Methods inherited from class java.lang.Object

clone, equals, finalize, getClass, hashCode, notify, notifyAll, toString, wait, wait, wait

Constructor Details

VectorVectorMult_CDRM

public VectorVectorMult_CDRM()

Method Details

innerProd

public static Complex_F32 innerProd(CMatrixRMaj x,
 CMatrixRMaj y,
 @Nullable
 @Nullable Complex_F32 output)

Computes the inner product of the two vectors. In geometry this is known as the dot product.

∑_k=1:n x_k * y_k
where x and y are vectors with n elements.

These functions are often used inside of highly optimized code and therefor sanity checks are kept to a minimum. It is not recommended that any of these functions be used directly.

Parameters:

x - A vector with n elements. Not modified.

y - A vector with n elements.

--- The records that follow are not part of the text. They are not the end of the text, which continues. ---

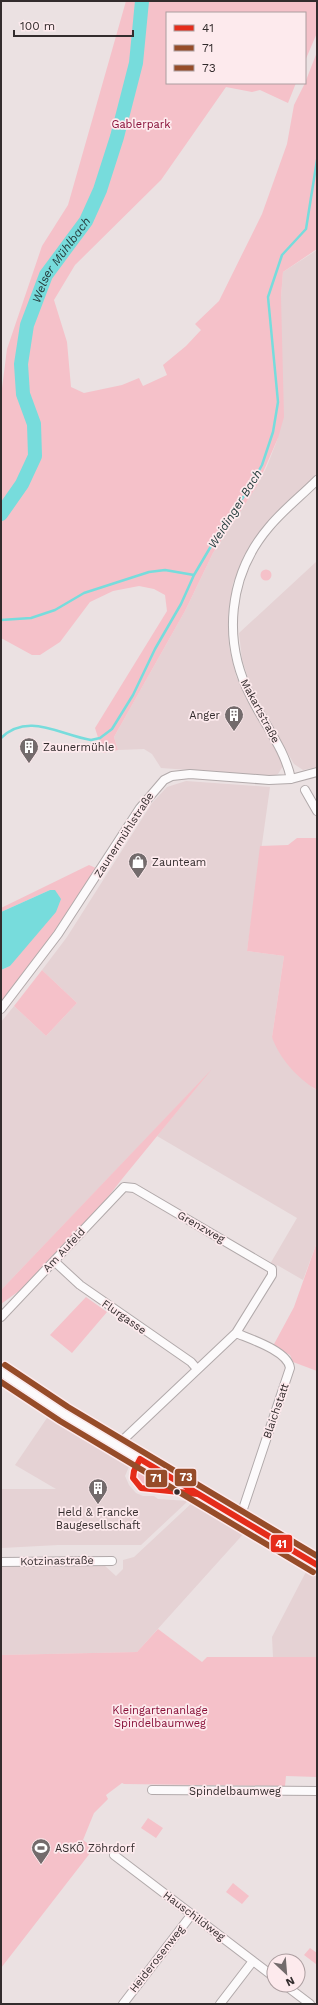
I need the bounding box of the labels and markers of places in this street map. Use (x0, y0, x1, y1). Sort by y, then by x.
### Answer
building icon: Anger (223, 704, 245, 732)
place label: Anger (189, 709, 221, 722)
building icon: Zaunermühle (18, 736, 40, 764)
place label: Zaunermühle (43, 741, 114, 754)
shop icon: Zaunteam (127, 851, 149, 879)
place label: Zaunteam (152, 856, 206, 869)
building icon: Held & Francke Baugesellschaft (87, 1477, 109, 1505)
unlabelled marker (172, 1487, 182, 1497)
place label: Held & Francke Baugesellschaft (56, 1506, 141, 1532)
sports icon: ASKÖ Zöhrdorf (30, 1837, 52, 1865)
place label: ASKÖ Zöhrdorf (55, 1841, 135, 1855)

Not modified.

Returns:

The inner product of the two vectors.

innerProdH

public static Complex_F32 innerProdH(CMatrixRMaj x,
 CMatrixRMaj y,
 @Nullable
 @Nullable Complex_F32 output)

Computes the inner product between a vector and the conjugate of another one.

∑_k=1:n x_k * conj(y_k)
where x and y are vectors with n elements.

These functions are often used inside of highly optimized code and therefor sanity checks are kept to a minimum. It is not recommended that any of these functions be used directly.

Parameters:

x - A vector with n elements. Not modified.

y - A vector with n elements. Not modified.

Returns:

The inner product of the two vectors.

outerProd

public static void outerProd(CMatrixRMaj x,
 CMatrixRMaj y,
 CMatrixRMaj A)

Sets A ∈ ℜ ^{m × n} equal to an outer product multiplication of the two vectors. This is also known as a rank-1 operation.

A = x * y^T where x ∈ ℜ ^m and y ∈ ℜ ⁿ are vectors.

Which is equivalent to: A_ij = x_i*y_j

Parameters:

x - A vector with m elements. Not modified.

y - A vector with n elements. Not modified.

A - A Matrix with m by n elements. Modified.

outerProdH

public static void outerProdH(CMatrixRMaj x,
 CMatrixRMaj y,
 CMatrixRMaj A)

Sets A ∈ ℜ ^{m × n} equal to an outer product multiplication of the two vectors. This is also known as a rank-1 operation.

A = x * y^H where x ∈ ℜ ^m and y ∈ ℜ ⁿ are vectors.

Which is equivalent to: A_ij = x_i*y_j

Parameters:

x - A vector with m elements. Not modified.

y - A vector with n elements. Not modified.

A - A Matrix with m by n elements. Modified.